PLoS One. 2013;8(2):e53875. doi: 10.1371/journal.pone.0053875. Epub 2013 Feb 6.
Health information technologies facilitate the collection of massive quantities of patient-level data. A growing body of research demonstrates that such information can support novel, large-scale biomedical investigations at a fraction of the cost of traditional prospective studies. While healthcare organizations are being encouraged to share these data in a de-identified form, there is hesitation over concerns that it will allow corresponding patients to be re-identified. Currently proposed technologies to anonymize clinical data may make unrealistic assumptions with respect to the capabilities of a recipient to ascertain a patients identity.
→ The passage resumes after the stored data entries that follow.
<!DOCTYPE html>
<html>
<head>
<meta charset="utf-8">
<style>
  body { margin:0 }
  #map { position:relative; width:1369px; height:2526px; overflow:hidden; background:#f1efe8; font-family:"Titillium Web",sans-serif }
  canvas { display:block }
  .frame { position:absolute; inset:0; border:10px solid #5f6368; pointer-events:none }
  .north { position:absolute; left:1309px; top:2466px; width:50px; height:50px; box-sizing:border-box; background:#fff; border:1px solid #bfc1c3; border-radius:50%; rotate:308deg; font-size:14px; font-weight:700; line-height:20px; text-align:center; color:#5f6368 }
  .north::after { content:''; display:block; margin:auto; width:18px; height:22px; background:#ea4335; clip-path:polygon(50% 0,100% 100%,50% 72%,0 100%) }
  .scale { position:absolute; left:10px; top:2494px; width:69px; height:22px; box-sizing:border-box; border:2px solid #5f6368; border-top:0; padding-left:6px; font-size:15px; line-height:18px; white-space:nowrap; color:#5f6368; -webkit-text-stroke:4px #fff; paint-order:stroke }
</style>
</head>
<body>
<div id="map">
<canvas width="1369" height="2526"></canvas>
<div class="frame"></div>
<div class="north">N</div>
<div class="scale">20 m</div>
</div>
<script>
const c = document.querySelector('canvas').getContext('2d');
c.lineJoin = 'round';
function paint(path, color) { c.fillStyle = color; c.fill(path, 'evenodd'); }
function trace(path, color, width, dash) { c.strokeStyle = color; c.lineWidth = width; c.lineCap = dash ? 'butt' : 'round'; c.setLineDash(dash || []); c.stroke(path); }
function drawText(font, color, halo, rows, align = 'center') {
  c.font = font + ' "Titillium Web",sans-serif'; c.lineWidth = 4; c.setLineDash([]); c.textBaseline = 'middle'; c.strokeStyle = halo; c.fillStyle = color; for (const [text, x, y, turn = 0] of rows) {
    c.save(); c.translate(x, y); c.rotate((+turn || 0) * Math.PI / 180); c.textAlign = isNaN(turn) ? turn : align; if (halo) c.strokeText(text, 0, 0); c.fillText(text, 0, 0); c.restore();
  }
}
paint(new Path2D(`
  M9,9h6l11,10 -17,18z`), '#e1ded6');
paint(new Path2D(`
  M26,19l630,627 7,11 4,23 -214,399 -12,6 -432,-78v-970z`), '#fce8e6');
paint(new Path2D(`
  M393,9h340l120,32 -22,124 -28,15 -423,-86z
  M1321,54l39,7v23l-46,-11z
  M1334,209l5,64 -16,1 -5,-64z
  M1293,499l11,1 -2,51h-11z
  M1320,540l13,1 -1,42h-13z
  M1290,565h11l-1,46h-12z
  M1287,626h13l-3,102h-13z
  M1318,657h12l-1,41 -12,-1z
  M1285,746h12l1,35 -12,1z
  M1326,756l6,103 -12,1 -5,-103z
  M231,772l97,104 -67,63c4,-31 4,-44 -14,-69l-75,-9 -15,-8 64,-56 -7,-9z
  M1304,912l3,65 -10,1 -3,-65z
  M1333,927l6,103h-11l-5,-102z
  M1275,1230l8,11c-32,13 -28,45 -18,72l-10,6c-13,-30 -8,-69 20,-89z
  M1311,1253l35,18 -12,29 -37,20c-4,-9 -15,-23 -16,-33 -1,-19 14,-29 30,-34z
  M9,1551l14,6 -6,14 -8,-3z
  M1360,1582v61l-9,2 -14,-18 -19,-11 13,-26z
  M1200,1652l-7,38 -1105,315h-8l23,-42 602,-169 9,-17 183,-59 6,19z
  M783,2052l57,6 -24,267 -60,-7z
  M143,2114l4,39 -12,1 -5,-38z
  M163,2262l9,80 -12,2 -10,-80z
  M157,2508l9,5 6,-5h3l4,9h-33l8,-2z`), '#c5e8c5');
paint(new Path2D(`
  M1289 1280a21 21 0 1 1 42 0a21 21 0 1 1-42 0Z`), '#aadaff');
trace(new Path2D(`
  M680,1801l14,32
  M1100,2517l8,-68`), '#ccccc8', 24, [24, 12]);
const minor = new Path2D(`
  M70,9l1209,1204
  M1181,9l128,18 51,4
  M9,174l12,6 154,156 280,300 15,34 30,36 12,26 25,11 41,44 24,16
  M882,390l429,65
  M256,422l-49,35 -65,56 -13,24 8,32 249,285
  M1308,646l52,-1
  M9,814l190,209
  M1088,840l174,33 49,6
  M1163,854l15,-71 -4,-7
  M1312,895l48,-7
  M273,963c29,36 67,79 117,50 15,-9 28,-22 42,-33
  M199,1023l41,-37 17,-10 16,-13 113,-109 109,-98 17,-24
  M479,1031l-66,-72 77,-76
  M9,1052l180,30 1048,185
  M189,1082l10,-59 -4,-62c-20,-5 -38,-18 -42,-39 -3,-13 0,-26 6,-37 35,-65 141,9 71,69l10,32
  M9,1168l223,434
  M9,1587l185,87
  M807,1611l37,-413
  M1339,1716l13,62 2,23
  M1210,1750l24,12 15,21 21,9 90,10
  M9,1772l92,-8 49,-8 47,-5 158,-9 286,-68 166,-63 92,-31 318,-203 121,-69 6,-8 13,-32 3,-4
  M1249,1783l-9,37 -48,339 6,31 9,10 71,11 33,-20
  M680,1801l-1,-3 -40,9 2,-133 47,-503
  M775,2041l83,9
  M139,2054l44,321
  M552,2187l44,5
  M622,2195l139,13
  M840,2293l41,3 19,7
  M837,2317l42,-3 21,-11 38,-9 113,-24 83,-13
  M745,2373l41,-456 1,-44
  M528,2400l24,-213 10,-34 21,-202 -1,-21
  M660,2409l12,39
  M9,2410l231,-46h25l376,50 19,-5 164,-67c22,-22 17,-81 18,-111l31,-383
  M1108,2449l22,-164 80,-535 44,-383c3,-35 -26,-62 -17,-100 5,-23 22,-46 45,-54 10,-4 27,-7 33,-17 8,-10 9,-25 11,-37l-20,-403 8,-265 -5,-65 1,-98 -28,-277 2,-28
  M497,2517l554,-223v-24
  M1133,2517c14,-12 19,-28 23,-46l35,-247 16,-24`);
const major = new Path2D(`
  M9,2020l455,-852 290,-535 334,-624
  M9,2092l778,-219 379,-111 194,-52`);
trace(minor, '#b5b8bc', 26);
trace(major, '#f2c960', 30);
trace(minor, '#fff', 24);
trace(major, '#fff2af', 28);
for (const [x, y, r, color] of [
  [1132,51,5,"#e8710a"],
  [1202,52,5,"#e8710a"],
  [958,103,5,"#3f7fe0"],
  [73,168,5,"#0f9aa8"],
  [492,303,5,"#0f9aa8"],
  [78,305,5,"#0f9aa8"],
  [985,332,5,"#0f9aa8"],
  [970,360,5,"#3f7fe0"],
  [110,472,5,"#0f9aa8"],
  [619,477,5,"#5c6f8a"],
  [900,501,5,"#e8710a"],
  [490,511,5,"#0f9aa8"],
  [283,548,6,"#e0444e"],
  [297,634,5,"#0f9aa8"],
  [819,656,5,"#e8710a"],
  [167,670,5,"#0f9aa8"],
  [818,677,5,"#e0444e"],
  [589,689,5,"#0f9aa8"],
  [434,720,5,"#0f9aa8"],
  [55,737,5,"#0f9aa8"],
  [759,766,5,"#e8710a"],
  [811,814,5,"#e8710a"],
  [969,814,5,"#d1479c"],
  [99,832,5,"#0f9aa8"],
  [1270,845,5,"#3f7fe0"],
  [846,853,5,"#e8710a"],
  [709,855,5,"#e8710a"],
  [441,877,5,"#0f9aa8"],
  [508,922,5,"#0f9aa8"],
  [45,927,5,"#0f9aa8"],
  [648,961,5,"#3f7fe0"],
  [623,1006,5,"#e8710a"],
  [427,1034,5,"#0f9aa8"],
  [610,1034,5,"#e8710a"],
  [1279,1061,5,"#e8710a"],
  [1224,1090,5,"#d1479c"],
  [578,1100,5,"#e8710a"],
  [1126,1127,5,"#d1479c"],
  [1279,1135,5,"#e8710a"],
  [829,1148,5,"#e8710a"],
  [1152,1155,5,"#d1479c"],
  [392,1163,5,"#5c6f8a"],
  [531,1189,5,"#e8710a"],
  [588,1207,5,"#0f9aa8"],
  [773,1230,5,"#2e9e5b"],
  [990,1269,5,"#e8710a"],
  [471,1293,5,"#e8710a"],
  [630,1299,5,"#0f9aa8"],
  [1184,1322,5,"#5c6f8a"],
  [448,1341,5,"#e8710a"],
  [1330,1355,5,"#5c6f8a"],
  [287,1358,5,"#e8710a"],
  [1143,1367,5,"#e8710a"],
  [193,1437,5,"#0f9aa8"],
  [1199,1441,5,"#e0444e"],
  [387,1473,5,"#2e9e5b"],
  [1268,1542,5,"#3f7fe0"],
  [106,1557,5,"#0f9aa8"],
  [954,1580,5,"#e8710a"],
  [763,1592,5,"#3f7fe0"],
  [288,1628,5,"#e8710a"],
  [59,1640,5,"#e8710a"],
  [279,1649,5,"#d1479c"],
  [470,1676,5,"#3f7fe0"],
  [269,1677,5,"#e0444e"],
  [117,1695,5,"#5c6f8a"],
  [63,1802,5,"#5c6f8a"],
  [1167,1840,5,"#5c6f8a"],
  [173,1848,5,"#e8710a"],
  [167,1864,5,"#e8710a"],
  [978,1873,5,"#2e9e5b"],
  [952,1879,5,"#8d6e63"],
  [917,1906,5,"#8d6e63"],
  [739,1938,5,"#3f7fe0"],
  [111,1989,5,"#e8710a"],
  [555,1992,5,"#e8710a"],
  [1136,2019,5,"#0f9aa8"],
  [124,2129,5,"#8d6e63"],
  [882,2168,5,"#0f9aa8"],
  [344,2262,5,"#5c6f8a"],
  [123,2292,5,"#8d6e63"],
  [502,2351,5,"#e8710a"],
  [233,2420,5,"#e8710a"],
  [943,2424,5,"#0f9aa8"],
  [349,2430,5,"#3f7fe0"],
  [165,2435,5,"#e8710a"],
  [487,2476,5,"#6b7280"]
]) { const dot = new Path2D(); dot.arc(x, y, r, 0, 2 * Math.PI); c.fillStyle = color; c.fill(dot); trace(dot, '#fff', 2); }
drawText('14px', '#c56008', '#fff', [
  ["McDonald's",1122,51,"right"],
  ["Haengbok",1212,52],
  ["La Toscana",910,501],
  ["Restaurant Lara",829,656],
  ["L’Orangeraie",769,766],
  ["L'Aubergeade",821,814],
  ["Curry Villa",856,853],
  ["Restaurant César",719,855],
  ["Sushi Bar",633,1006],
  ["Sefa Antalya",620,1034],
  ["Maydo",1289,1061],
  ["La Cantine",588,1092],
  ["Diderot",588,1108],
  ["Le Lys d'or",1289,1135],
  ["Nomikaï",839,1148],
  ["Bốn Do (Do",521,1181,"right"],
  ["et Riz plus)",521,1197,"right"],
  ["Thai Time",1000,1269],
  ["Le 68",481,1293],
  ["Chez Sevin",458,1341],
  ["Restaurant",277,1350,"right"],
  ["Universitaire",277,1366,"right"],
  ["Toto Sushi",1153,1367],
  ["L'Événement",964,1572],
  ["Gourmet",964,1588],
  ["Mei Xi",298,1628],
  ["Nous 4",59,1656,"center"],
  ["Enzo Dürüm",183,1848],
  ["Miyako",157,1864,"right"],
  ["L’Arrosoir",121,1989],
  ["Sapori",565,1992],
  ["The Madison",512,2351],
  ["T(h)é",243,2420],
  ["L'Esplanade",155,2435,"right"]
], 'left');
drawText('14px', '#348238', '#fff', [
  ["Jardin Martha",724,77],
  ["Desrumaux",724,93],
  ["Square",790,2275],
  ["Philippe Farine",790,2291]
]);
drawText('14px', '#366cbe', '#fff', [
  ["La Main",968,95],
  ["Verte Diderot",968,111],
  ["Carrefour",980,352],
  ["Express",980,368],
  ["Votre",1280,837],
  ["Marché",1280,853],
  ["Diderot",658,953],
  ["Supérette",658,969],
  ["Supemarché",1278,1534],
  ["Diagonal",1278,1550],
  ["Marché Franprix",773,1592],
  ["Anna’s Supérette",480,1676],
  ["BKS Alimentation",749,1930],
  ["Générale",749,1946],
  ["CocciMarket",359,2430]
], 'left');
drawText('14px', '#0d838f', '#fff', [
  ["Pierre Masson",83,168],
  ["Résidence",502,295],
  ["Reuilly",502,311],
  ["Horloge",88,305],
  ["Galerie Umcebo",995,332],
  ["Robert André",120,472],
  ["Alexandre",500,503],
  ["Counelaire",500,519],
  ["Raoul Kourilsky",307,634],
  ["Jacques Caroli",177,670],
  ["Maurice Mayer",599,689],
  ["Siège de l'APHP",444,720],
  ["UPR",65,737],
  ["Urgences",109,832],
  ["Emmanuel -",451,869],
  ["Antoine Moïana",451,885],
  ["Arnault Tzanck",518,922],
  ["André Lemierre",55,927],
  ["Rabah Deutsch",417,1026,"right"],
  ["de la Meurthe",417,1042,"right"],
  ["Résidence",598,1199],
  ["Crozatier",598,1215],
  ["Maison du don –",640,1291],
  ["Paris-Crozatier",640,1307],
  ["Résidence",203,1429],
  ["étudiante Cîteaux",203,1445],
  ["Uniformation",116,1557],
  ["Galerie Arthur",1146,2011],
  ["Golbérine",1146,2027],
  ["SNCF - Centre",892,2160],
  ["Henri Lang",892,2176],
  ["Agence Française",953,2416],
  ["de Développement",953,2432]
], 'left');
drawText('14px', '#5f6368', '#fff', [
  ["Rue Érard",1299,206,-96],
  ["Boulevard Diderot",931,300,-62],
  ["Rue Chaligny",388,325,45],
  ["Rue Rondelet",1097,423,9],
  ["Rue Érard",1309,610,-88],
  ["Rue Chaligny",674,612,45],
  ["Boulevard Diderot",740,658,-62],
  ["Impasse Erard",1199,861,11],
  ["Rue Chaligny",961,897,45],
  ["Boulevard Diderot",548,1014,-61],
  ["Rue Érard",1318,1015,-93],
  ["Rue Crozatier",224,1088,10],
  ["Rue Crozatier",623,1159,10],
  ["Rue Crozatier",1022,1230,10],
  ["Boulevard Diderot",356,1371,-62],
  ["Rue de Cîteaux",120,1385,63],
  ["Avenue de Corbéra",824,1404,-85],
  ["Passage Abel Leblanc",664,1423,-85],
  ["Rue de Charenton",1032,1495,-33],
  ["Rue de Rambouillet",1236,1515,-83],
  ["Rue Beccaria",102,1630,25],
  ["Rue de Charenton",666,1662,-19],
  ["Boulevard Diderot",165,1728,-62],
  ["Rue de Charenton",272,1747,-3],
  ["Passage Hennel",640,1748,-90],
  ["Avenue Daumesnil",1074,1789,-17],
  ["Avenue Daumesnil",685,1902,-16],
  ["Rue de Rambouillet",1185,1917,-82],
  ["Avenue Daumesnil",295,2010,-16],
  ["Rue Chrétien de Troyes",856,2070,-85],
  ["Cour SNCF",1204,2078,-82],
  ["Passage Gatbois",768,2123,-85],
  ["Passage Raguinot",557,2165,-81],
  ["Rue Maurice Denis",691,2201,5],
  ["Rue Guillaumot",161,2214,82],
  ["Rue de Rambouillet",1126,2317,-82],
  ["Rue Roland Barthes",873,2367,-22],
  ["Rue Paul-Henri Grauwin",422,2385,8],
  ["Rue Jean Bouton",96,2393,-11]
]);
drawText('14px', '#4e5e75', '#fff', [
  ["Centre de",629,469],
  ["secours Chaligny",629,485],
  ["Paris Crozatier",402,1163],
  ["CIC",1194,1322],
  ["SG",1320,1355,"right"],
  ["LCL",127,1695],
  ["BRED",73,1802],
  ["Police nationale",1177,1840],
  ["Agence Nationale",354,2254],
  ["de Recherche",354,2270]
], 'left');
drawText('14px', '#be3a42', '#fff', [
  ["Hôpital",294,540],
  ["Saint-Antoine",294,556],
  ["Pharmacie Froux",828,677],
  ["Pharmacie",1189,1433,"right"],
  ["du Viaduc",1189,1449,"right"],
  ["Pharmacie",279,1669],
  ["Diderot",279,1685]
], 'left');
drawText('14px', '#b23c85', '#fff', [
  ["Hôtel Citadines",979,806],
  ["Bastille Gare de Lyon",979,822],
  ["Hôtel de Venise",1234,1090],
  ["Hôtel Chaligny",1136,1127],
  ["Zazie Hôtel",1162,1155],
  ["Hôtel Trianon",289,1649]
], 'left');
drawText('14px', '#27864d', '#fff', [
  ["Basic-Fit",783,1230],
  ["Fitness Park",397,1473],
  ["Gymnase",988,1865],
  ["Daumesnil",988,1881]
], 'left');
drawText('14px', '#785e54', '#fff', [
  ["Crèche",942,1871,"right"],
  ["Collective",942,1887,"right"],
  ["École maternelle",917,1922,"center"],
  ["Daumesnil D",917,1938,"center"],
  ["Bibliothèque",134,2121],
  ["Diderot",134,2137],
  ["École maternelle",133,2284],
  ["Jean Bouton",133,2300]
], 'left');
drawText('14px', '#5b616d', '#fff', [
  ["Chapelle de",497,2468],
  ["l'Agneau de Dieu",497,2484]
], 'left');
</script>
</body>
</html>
We show that more pragmatic assumptions enable the design of anonymization algorithms that permit the dissemination of detailed clinical profiles with provable guarantees of protection. We demonstrate this strategy with a dataset of over one million medical records and show that 192 genotype-phenotype associations can be discovered with fidelity equivalent to non-anonymized clinical data.
健康信息技术促进了大量患者水平数据的收集。越来越多的研究表明,这种信息可以以传统前瞻性研究成本的一小部分支持新的、大规模的生物医学研究。虽然鼓励医疗保健组织以去识别的形式共享这些数据,但人们对数据可能会允许相应的患者被重新识别的担忧犹豫不决。目前提出的使临床数据匿名化的技术可能对接收者确定患者身份的能力做出不切实际的假设。我们表明,更务实的假设可以设计出匿名化算法,这些算法允许以可证明的保护保证来传播详细的临床概况。我们使用超过一百万个医疗记录的数据集证明了这一策略,并表明可以以与非匿名化临床数据相当的保真度发现 192 个基因型-表型关联。